Entre les fantasmes de certains et la réalité que vivent 90 % des personnes prostituées victimes du proxénétisme et de la traite, il y a le monde de la violence et l’argent de la traite géré par les réseaux internationaux du crime organisé, dont le chiffre d’affaires s’élève à 3 milliards de dollars en Europe. Comment faire semblant d’ignorer que c’est l’argent des clients qui alimente les proxénètes ? Alors, assez d’hypocrisie ! Soyons sérieux et responsables. À l’instar de la ministre des droits des femmes, je considère que l’abolition de la prostitution relève d’une obligation pour toute société qui respecte les droits humains.
Permettez-moi de rappeler très brièvement quelques constats qui heurtent profondément plusieurs principes fondamentaux de notre droit.

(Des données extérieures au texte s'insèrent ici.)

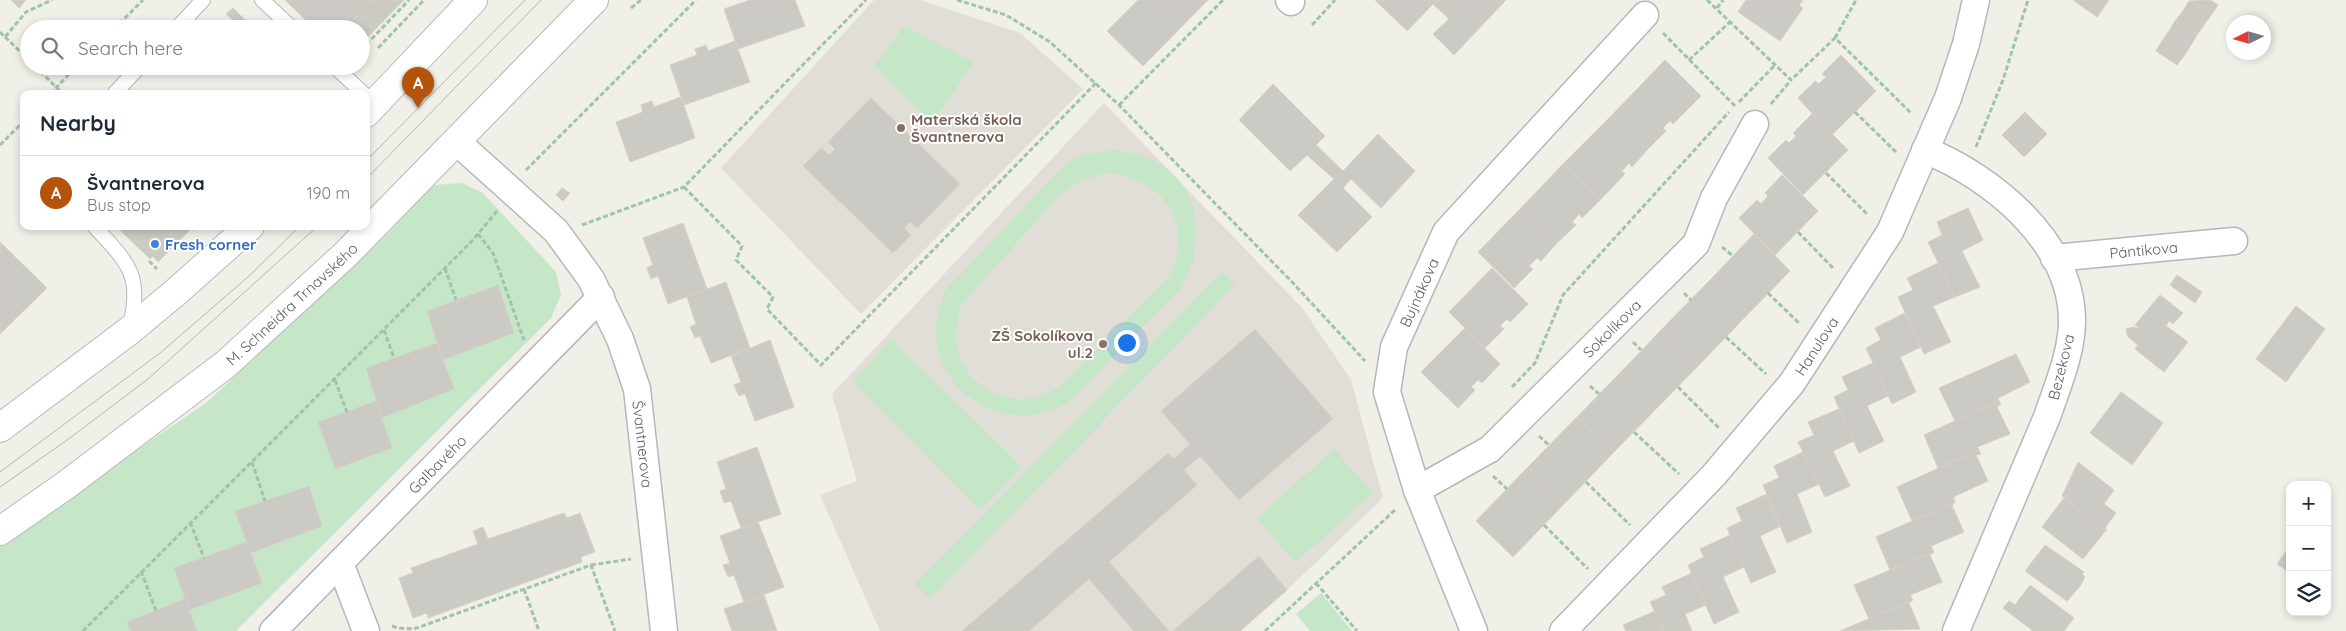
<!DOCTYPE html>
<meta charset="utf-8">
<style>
body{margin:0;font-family:Quicksand,sans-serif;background:#f2f2f3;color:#1f2937}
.controls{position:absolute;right:15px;bottom:15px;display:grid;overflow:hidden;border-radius:10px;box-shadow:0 2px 8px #0003}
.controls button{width:45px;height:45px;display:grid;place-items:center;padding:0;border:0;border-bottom:1px solid #e0e1e3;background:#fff;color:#1f2937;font:25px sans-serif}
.compass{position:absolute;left:2226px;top:15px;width:45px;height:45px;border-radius:50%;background:#fff;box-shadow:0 2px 8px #0003;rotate:265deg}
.you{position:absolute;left:1126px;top:342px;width:18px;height:18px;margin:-12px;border:4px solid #fff;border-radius:50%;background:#1a73e8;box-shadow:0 0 0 8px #1a73e833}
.badge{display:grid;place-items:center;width:32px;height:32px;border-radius:50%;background:#b45309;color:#fff;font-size:16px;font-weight:700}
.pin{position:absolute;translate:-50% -41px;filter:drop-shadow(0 1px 2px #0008)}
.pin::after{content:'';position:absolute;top:26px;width:18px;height:15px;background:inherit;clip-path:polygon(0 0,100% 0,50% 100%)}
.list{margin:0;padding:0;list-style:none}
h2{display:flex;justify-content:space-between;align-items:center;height:65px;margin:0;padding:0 20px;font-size:21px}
h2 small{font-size:16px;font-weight:400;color:#747a83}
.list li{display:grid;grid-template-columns:32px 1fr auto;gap:15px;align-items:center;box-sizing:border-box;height:75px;padding:0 20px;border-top:1px solid #e0e1e3}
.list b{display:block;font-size:19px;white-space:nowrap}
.list p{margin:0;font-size:16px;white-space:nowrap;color:#747a83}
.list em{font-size:16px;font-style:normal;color:#747a83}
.icon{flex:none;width:28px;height:28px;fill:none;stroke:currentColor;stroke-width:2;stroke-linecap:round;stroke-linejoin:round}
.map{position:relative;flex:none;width:2346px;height:631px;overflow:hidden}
.search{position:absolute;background:#fff;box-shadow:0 2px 8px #0003;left:20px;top:20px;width:350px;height:55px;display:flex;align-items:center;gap:12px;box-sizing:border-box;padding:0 18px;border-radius:28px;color:#747a83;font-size:19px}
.panel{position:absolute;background:#fff;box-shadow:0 2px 8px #0003;left:20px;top:90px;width:350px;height:140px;border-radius:10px}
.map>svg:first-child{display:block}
.education{fill:#e0ded6}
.green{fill:#c6e6c8;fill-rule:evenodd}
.building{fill:#cccac4;stroke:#d5d1c6}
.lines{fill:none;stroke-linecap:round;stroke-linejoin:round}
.service-casing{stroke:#b5b7bb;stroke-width:16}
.minor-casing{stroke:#b5b7bb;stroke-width:29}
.secondary-casing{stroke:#b6b9be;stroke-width:30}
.path{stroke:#9ec5ab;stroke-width:3;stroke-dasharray:5 2.5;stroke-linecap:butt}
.service{stroke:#fff;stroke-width:14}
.minor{stroke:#fff;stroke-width:26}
.secondary{stroke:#fff;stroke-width:28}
.tram{stroke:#b6b6b7;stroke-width:1}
.education-dot{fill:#8d6e63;stroke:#fff;stroke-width:2}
.shop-dot{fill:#3f7fe0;stroke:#fff;stroke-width:2}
.labels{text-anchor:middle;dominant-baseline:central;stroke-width:4;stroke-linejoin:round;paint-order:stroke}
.education-label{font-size:15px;font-weight:bold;fill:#785e54;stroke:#fff;text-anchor:start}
.shop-label{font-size:15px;font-weight:bold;fill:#366cbe;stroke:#fff;text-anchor:start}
.street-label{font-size:15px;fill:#5f6267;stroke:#fff}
</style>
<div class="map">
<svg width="2346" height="631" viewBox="0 0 2346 631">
<rect width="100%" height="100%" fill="#f0efe8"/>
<!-- education -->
<path class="education" d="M 874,0 L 920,0 L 1020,33 L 1083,89 L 861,314 L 721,168 Z
M 1104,103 L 1303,309 L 1351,380 L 1383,498 L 1287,590 L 1240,631 L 880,631 L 820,495 L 857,481 L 832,394 Z"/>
<!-- green -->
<path class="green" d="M 904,26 L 974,62 L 932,124 L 875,65 Z
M 1117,150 C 1126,152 1137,154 1147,157 C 1200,178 1209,244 1181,288 L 1072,399 C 1066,403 1059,408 1052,410 C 1000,430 939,392 936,336 C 935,320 939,306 945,291 L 1065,164 L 1086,154 ZM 1109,173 C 1166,181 1194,223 1169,277 L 1061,386 L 1043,396 L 1021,400 L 994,394 L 971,377 L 960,360 L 955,336 L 961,305 L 1057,198 C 1073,183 1087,177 1109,173 Z
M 462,183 L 483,193 L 556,272 L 561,295 L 551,318 L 236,631 L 0,631 L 0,543 L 206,403 L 383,238 L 434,185 Z
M 1222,272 L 1235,285 L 930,599 L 915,584 Z
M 891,339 L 1022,467 L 980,510 L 853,382 Z
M 1334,449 L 1373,493 L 1295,563 L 1257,518 Z
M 1321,593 L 1352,631 L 1310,631 L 1296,614 Z"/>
<!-- building -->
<path class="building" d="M 11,0 L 26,0 L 19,8 Z
M 285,0 L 373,0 L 345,29 L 315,29 Z
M 373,0 L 404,0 L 361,44 L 361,29 L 345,29 Z
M 750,0 L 795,0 L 805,26 L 738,49 L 724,9 Z
M 1138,0 L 1208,0 L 1143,66 L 1107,31 Z
M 1375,0 L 1506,0 L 1454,55 L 1433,34 L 1449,19 L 1433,4 L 1407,31 Z
M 1746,0 L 1803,0 L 1799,5 L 1803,8 L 1780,41 L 1738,12 Z
M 2073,0 L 2109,0 L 2097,17 Z
M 2210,0 L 2218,5 L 2211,15 L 2189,1 Z
M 2189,1 L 2211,15 L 2204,25 L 2183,11 Z
M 233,8 L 245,20 L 239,26 L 226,14 Z
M 2183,11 L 2204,25 L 2197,35 L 2175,21 Z
M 2175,21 L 2197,35 L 2191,45 L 2169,31 Z
M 2169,31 L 2191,45 L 2184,56 L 2162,41 Z
M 735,41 L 750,82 L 684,105 L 670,65 L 697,55 L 695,49 L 706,45 L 708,51 Z
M 2162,41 L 2184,56 L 2177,65 L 2156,51 Z
M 1841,55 L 1876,91 L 1832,135 L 1798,98 L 1815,81 L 1819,84 L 1826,77 L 1822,74 Z
M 1665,60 L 1701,96 L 1673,124 L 1670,121 L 1663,128 L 1666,131 L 1647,150 L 1612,115 Z
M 161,66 L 174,66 L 168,73 Z
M 1273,84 L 1325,136 L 1316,145 L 1343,171 L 1378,134 L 1415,171 L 1381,208 L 1351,179 L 1343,188 L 1372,217 L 1337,252 L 1298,215 L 1334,179 L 1307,155 L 1290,171 L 1239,120 Z
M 681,97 L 695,138 L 630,162 L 616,122 L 643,112 L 641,105 L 652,101 L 654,107 Z
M 871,98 L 960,184 L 917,228 L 910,222 L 904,228 L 911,235 L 893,253 L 803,166 L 821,148 L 829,155 L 835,149 L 828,142 Z
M 2025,112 L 2047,134 L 2024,157 L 2002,135 Z
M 1812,114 L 1848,150 L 1803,195 L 1768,158 L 1786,140 L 1789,143 L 1796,136 L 1793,133 Z
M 1612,115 L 1647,150 L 1632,167 L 1629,163 L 1622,171 L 1625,174 L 1600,200 L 1564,163 Z
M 1564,163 L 1600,200 L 1582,218 L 1579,214 L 1572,222 L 1576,225 L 1557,243 L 1522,207 Z
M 1782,175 L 1818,211 L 1775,255 L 1739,218 L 1757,200 L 1761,204 L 1768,196 L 1765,193 Z
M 562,188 L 570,193 L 563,201 L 556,195 Z
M 1522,207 L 1557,243 L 1541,261 L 1537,258 L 1529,266 L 1533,269 L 1514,288 L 1478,252 Z
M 1968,208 L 1983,240 L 1962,251 L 1980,287 L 1955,297 L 1928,242 L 1942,235 L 1937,222 Z
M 683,223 L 707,289 L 668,304 L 658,276 L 651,279 L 647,268 L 653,265 L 643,238 Z
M 116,226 L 184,226 L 189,231 L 158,262 L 153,256 L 150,259 Z
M 1754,234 L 1790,271 L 1749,313 L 1712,278 Z
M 0,242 L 47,288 L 0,334 Z
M 1938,263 L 1955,297 L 1933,306 L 1951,342 L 1924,354 L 1898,297 L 1913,290 L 1907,278 Z
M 1492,268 L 1528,304 L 1510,322 L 1507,319 L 1500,326 L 1504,329 L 1485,348 L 1449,312 Z
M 2177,275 L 2202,292 L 2195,303 L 2170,285 Z
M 1712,278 L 1749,313 L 1699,365 L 1663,328 Z
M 726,282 L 750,348 L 711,363 L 700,336 L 695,338 L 690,327 L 696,324 L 687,297 Z
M 498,285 L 514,333 L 443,360 L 427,311 Z
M 2160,295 L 2183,313 L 2173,324 L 2169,321 L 2166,326 L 2188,342 L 2164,372 L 2135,349 L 2138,345 L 2128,337 L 2126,329 L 2134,327 L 2137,329 L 2138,328 L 2135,325 Z
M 2296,306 L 2325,329 L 2286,382 L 2256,359 Z
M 1905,313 L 1921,347 L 1900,357 L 1916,392 L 1892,404 L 1866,348 L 1881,340 L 1875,328 Z
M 1465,328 L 1500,364 L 1482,383 L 1478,380 L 1471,387 L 1475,390 L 1458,408 L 1421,372 Z
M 1663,328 L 1699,365 L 1656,409 L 1620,373 Z
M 1255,329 L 1333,419 L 1239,500 L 1200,456 L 1184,470 L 1197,485 L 1109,562 L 1169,631 L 1134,631 L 1089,579 L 1029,631 L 962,631 L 1168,453 L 1174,459 L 1190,444 L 1161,411 Z
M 770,340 L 794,407 L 755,421 L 745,394 L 739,396 L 734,385 L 741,382 L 731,356 Z
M 437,343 L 454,389 L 382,418 L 366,368 Z
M 2016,354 L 2030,382 L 1998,398 L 1999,401 L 1955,421 L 1939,388 Z
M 1873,363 L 1888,396 L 1867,406 L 1884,441 L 1859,453 L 1834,397 L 1848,390 L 1842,377 Z
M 1620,373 L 1656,409 L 1614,452 L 1577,417 Z
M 2121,392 L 2163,423 L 2132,465 L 2090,433 Z
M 376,401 L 392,448 L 335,469 L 318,422 Z
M 1999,401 L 2001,404 L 1997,407 L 2010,434 L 1977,447 L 1979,450 L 1938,468 L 1924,435 Z
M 1839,409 L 1854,441 L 1833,451 L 1850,486 L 1825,497 L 1798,442 L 1814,435 L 1808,422 Z
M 1577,417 L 1614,452 L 1565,503 L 1528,467 Z
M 757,447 L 781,514 L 741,528 L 731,501 L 724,503 L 720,491 L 726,489 L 717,462 Z
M 1979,450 L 1981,454 L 1976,455 L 1988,481 L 1953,497 L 1955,502 L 1912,521 L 1897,487 Z
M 1803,452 L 1819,484 L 1797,494 L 1812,532 L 1787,543 L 1763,485 L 1779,478 L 1774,466 Z
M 2078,462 L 2114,490 L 2104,504 L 2116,513 L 2105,528 L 2107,531 L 2062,496 Z
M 1528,467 L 1565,503 L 1513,557 L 1476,521 Z
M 309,486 L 322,526 L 251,553 L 235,511 Z
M 1767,494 L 1781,526 L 1760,536 L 1776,572 L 1751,583 L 1727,528 L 1742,521 L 1736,508 Z
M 2064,498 L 2106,530 L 2083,559 L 2042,527 Z
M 1955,502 L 1952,506 L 1964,532 L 1931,546 L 1934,552 L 1890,570 L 1876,537 Z
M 564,513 L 567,518 L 580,513 L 595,552 L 581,557 L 582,562 L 428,618 L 427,613 L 413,618 L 399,578 L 413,573 L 411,568 L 478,544 L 473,531 L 483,527 L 488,539 Z
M 758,522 L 784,587 L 744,602 L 734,575 L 728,577 L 723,565 L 730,563 L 720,536 Z
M 1730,535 L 1744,567 L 1723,577 L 1739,612 L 1714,624 L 1688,565 L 1704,557 L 1700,549 Z
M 247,542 L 262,583 L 189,610 L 174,568 Z
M 2045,545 L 2084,572 L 2082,574 L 2085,577 L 2081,585 L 2067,601 L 2025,571 Z
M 2290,546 L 2290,573 L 2277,564 Z
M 1934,552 L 1930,555 L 1942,582 L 1910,595 L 1913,600 L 1869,619 L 1854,585 Z
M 1259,556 L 1287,590 L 1240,631 L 1173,631 Z
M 1692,573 L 1706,605 L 1685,614 L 1692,631 L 1664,631 L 1650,602 L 1666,595 L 1662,587 Z
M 2030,585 L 2074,618 L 2064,631 L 2033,631 L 2003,608 L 2009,601 L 2015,605 Z
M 764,595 L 777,631 L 732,631 L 724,609 Z
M 185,599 L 197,631 L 131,631 L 127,622 Z
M 1913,600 L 1909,603 L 1920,629 L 1840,631 Z
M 1655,611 L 1664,631 L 1626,631 L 1623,625 Z"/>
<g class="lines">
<!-- service casing -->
<g class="service-casing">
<path id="service" d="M 262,0 L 293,29
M 176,29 L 203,0
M 334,66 L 364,94
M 114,94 L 140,66
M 94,226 C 127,262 143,274 130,326"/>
</g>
<!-- minor casing -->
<g class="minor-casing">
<g id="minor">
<path d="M 1289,0 L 1291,2"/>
<path id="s1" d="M 456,141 L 556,231 L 591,279 L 620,339 L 637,389 L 664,631"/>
<path d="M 1925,150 C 1992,177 2072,242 2072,321 C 2072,353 2057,387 2047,417 L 1956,631"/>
<path id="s2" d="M 2054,258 L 2234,241"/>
<path id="s3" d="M 1417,490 L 1490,449 L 1696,244 L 1714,198 L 1755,124"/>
<path d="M 340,563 L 366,631"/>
<path id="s4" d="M 273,631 L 601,297"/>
<path id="s5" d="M 1474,631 L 1417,490 L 1387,392 L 1394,347 L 1446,232 L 1645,15"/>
<path id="s6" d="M 1563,631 L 1714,475 L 1792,383 L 1890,232 L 1948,98 L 1966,44 L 1976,0"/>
</g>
</g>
<!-- secondary casing -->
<g class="secondary-casing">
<g id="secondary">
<path d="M 366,113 L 473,0"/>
<path d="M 0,428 L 129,331 L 176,292 L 250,226"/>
<path id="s7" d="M 0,531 L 66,485 L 226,364 L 346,254 L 594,0"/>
</g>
</g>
<!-- path -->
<path class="path" d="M 957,0 L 1006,15 L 1050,42 L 1119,105 L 1292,282 L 1365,361
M 1707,0 L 1791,80 L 1835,38 L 1912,114
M 631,8 L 641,0
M 1717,8 L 1723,0
M 1312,25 L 1335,0
M 114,29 L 143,0
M 0,32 L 5,37 L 26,12 L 52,0
M 1663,33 L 1735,106
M 5,37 L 29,60
M 1835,38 L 1856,0
M 378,48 L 424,0
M 361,50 L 409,0
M 1689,60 L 1731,21
M 35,66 L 63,94
M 50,94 L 77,66
M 1739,102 L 1775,65
M 1771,104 L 1791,80
M 1119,105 L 1223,0
M 1855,112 L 1896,152
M 0,145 L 24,121
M 1976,147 L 2003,80 L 2028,0
M 526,170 L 696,0
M 1826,173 L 1868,215
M 684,187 L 742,246 L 736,260 L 773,297 L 767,309 L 821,365 L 1096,83
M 582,225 L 684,187 L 866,0
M 187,226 L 193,231
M 1798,232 L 1834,269
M 478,234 L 493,253 L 524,340
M 1722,247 L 1733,256
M 149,261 L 157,269
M 445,268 L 456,300
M 1684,293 L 1691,300
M 1768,293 L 1800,324
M 384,330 L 394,358
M 1726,337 L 1766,374
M 1633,342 L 1641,350
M 335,380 L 347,412
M 1590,386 L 1599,394
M 1512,387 L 1535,363 L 1563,295 L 1729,112
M 1678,387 L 1720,429
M 1634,432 L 1679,474
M 1539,436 L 1550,446
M 252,462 L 265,501
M 1493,476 L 1507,489
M 1586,482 L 1630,525
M 190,522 L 204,558
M 1544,525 L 1588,569
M 591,565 L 631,559
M 141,571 L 156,611
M 1316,583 L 1357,631
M 524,589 L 539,631
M 392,626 L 398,628 L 414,629 L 591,565 L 615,631
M 83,631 L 472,241 L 497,211
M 1265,631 L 1396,509"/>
<!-- service -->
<use href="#service" class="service"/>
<!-- minor -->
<use href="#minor" class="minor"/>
<!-- secondary -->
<use href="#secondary" class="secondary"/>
<!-- tram -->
<path class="tram" d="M 366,161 L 525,0
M 366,179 L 541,0
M 0,472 L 160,353 L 248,277 L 300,226
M 0,487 L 70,438 L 148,379 L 318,226"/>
</g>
<!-- markers -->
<g class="education-dot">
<circle cx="901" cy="128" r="5"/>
<circle cx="1103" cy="344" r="5"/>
</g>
<circle class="shop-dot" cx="155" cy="244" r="5"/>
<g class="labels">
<!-- education labels -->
<g class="education-label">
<text x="911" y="119">Materská škola<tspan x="911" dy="17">Švantnerova</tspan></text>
<text x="1093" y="335" text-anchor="end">ZŠ Sokolíkova<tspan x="1093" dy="17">ul.2</tspan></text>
</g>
<!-- shop labels -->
<g class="shop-label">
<text x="165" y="244">Fresh corner</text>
</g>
<!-- street labels -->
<g class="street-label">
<text stroke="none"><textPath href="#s2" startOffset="90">Pántikova</textPath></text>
<text stroke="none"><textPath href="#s5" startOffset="360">Bujnákova</textPath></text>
<text stroke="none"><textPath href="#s7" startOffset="370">M. Schneidra Trnavského</textPath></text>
<text stroke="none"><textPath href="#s3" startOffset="255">Sokolíkova</textPath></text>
<text stroke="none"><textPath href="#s6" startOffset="382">Hanulova</textPath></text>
<text transform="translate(2061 367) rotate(-76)">Bezekova</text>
<text stroke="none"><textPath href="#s1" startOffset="369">Švantnerova</textPath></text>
<text stroke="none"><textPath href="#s4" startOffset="234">Galbavého</textPath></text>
</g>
</g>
</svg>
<div class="controls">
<button>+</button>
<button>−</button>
<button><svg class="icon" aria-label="layers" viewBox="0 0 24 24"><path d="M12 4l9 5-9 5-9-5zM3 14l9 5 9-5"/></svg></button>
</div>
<svg class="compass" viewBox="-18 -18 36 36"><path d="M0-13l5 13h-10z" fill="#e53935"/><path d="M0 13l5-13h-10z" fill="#747a83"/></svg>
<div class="you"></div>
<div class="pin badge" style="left:418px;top:108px">A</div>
<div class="search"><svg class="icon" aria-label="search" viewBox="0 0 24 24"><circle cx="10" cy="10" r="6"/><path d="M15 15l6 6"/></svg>Search here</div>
<section class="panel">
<h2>Nearby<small></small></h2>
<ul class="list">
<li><span class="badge">A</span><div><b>Švantnerova</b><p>Bus stop</p></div><em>190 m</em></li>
</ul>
</section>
</div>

En ratifiant la convention des Nations Unies du 2 décembre 1949 pour la répression de la traite des êtres humains et de l’exploitation de la prostitution d’autrui, la France a affirmé que la prostitution est « incompatible avec la dignité et la valeur de la personne humaine ». Ensuite, l’existence même de la prostitution va à l’encontre des dispositions de notre code civil qui, en posant le principe de la non-patrimonialité du corps humain, fait obstacle à ce qu’il soit considéré comme une source de profit. Là encore, il me semble que l’objectif poursuivi par la proposition de loi – à savoir la lutte contre le système prostitutionnel et non, comme certains veulent le faire croire, contre les personnes prostituées – va dans le sens d’un plus grand respect de nos principes juridiques.
Notre assemblée est aujourd’hui appelée à se prononcer, en première lecture, sur la proposition de loi renforçant la lutte contre le système prostitutionnel, adoptée le 19 novembre dernier par la commission spéciale chargée de son examen. Je veux d’emblée saluer la qualité de nos échanges en commission, qui ont permis d’améliorer les dispositifs.
Vous le savez : cette proposition de loi est le produit d’une réflexion entamée il y a plusieurs années au Parlement. Je souhaite rappeler l’excellent travail de nos collègues Danielle Bousquet et Guy Geoffroy, respectivement présidente et rapporteur de la mission d’information sur la prostitution en France, dont le rapport, remis au mois d’avril 2011, a permis de dresser un bilan approfondi des connaissances sur le système prostitutionnel dans notre pays et des politiques publiques mises en oeuvre en France comme à l’étranger. Ce travail s’est conclu par l’adoption à l’unanimité, le 6 décembre 2011, d’une résolution réaffirmant la position abolitionniste de la France et mettant en avant les lacunes de notre législation.
Au début de la présente législature, la délégation aux droits des femmes a créé, en son sein, un groupe de travail entièrement consacré à la question de la prostitution, que j’ai eu l’honneur d’animer durant près d’un an. C’est dans le cadre de ce groupe de travail qu’ont été élaborés le rapport d’information et ses quarante recommandations sur le renforcement de la lutte contre le système prostitutionnel, qui ont été – et je m’en félicite – adoptés à l’unanimité en septembre dernier.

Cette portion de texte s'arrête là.